Tim Mälzer: "Mit einer Kühltheke kann ich nicht reden!"

Das Lebensmittelangebot im Handel überfordert viele. Der TV-Koch Tim Mälzer weiß, worauf es zu achten gilt und gibt ein paar Einkaufstipps.

Seit 1988 hat sich das Sortiment in deutschen Supermärkten nahezu verdreifacht. Allein bei Milchprodukten stehen dem Kunden im Schnitt über tausend Artikel zur Verfügung. Bei diesem Überangebot verliert man leicht den Überblick. Was soll ich wählen? Wie steht es um die Qualität? Woher stammt die Ware? In seiner neuen vierteiligen ARD-Reihe "Lebensmittel-Check" (ab 4. Dezember, 20.15 Uhr, Das Erste) nimmt Fernsehkoch Tim Mälzer unsere Lebensmittel genauer unter die Lupe und informiert Verbraucher, auf was sie beim Einkauf achten sollten. Ein paar Tipps verrät er schon jetzt.

5 Einkaufstipps von Tim Mälzer

Herr Mälzer, wie beurteilen Sie die Lebensmittelqualität in Supermärkten?

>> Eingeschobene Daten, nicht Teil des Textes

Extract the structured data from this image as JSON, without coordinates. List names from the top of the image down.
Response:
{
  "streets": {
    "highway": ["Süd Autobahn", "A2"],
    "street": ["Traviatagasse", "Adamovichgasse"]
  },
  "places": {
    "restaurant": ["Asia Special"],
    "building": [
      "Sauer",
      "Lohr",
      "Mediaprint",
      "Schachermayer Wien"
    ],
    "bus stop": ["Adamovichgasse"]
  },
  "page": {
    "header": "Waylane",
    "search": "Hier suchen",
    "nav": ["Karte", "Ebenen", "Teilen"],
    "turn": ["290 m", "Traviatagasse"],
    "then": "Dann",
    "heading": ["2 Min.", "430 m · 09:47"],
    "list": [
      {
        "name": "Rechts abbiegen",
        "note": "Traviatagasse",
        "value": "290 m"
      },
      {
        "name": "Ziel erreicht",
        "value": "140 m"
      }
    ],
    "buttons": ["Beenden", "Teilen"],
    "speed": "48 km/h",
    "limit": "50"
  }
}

Sicherere und hochwertigere Lebensmittel als heute gab es noch nie. Allerdings war das Geschmacksniveau auch noch nie so niedrig. Das liegt oft am Verbraucher selbst.

Worauf achten Sie denn besonders beim Einkauf?

Ich schaue zum Beispiel auf die Angaben zu Zusatzstoffen und Geschmacksverstärkern, um diese möglichst zu vermeiden. Zum einen, weil sie ein billiges Produkt wertiger erscheinen lassen. Zum anderen, weil diese Stoffe den Geschmack gleichschalten. Am Ende schmeckt alles ähnlich.

Wie hilfreich sind Labels bei der Kaufentscheidung?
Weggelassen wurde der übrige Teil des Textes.